[Start of Attachment]

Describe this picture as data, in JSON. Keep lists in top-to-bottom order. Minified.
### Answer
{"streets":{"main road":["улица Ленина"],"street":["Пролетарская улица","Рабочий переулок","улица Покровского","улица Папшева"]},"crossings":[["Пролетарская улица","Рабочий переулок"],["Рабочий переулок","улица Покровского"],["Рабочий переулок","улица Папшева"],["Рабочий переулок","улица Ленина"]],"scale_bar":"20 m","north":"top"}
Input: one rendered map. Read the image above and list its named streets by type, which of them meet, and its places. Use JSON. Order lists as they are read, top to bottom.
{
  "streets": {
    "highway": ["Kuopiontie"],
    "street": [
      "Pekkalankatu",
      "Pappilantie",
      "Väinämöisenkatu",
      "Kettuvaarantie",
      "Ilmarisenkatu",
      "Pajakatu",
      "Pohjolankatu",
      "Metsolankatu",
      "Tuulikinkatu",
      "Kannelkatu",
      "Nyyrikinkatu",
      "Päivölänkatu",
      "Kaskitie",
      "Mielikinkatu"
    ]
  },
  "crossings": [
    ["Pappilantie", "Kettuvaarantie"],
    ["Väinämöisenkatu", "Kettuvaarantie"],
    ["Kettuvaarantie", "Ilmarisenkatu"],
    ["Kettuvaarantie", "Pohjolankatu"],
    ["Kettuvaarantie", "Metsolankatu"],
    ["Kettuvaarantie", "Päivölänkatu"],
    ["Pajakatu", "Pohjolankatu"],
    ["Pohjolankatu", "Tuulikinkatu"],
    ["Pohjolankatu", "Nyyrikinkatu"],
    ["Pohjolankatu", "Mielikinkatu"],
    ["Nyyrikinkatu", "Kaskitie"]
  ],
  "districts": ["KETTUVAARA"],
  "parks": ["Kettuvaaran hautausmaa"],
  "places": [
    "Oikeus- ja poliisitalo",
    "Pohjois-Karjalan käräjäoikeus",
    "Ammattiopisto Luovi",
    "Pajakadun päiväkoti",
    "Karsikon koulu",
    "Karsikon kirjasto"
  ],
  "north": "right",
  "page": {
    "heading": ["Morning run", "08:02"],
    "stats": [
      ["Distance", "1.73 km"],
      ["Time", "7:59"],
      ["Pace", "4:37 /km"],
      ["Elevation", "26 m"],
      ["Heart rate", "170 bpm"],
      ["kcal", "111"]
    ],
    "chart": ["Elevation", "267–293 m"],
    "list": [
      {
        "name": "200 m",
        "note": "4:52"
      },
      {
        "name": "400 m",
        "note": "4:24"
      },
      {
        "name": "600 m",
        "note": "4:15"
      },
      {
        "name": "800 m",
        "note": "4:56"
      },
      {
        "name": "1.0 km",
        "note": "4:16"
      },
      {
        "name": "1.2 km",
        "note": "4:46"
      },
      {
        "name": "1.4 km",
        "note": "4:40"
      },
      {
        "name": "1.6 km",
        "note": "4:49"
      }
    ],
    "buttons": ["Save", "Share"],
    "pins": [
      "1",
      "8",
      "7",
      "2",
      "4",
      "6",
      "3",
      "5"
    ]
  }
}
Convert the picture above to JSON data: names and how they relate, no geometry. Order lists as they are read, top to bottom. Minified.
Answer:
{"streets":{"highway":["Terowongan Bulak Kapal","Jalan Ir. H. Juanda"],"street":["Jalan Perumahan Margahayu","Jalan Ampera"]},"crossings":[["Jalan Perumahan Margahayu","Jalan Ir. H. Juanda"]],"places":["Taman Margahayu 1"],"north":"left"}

[End of Attachment]

Which lines in the listing above hold the word "JSON"? Show each of them.

Output of the exercise:
Describe this picture as data, in JSON. Keep lists in top-to-bottom order. Minified.
Input: one rendered map. Read the image above and list its named streets by type, which of them meet, and its places. Use JSON. Order lists as they are read, top to bottom.
Convert the picture above to JSON data: names and how they relate, no geometry. Order lists as they are read, top to bottom. Minified.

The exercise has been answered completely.